__Your instructions__:
Go through the data below and gather each line containing "with".

======== Data supplied

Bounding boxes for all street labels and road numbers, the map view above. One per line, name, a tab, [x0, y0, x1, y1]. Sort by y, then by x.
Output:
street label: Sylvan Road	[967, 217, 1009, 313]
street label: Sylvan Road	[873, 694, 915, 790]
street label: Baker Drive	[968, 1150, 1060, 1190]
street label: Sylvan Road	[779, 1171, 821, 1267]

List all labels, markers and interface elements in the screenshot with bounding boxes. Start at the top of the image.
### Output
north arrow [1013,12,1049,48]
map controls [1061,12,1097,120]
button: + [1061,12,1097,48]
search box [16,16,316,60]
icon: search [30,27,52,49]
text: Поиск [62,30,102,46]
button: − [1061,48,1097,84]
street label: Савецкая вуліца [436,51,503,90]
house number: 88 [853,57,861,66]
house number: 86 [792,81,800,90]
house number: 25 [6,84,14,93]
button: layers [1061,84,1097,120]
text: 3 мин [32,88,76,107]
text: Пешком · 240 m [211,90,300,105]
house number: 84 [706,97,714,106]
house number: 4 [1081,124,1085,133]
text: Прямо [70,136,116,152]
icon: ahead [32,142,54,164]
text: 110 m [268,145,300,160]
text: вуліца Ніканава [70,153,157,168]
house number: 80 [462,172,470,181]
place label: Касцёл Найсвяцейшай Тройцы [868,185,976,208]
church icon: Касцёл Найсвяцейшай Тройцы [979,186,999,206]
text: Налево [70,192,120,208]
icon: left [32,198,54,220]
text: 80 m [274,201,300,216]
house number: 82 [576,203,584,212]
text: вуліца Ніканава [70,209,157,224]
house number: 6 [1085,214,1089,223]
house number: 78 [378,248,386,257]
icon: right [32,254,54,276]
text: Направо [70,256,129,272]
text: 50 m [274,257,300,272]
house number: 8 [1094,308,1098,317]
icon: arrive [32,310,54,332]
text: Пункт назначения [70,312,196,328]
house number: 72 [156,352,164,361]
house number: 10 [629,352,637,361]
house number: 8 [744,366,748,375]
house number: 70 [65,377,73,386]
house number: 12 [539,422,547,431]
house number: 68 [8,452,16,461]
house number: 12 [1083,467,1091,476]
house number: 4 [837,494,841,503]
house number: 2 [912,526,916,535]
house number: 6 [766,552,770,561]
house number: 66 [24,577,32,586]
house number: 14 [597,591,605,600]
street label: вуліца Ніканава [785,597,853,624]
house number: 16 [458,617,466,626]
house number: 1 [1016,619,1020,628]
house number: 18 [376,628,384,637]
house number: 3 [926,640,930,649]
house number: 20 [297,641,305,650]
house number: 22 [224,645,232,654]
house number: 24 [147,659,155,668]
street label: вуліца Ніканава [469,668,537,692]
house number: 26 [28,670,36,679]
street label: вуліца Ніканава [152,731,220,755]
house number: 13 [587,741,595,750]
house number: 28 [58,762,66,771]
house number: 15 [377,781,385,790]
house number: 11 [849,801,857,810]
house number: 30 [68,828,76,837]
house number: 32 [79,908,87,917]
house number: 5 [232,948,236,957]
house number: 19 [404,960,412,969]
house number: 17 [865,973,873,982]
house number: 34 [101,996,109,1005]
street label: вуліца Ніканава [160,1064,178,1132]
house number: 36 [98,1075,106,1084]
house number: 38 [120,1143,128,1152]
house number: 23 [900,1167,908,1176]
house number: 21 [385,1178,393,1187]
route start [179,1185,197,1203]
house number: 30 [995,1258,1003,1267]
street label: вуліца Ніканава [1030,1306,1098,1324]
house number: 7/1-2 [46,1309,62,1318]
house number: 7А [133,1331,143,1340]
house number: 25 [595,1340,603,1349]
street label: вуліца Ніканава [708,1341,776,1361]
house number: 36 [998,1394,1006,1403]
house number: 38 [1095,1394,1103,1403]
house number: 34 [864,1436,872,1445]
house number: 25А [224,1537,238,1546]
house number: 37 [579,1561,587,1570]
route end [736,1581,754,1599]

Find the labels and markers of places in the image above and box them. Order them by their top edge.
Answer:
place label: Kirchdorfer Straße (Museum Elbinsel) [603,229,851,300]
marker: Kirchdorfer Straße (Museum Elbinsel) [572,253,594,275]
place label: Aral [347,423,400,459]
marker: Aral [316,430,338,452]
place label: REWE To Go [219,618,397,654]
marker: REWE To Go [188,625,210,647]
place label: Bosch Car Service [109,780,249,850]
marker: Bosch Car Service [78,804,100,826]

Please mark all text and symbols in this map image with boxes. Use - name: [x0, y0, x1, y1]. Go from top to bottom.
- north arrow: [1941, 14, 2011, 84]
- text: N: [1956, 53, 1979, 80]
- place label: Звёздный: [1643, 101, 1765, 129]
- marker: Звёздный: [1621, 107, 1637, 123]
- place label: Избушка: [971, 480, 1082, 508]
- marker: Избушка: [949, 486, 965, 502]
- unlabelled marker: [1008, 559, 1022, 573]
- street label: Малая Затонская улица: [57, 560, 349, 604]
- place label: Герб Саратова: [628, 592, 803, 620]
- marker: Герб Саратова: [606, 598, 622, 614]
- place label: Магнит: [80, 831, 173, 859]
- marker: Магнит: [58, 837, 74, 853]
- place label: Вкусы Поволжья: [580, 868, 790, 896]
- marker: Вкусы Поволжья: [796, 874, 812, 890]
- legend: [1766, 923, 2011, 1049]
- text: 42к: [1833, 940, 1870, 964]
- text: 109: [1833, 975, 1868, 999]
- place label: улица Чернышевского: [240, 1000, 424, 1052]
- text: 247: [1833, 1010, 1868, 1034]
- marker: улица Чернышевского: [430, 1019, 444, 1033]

================

__Solution__:
List all labels, markers and interface elements in the screenshot with bounding boxes. Start at the top of the image.
Please mark all text and symbols in this map image with boxes. Use - name: [x0, y0, x1, y1]. Go from top to bottom.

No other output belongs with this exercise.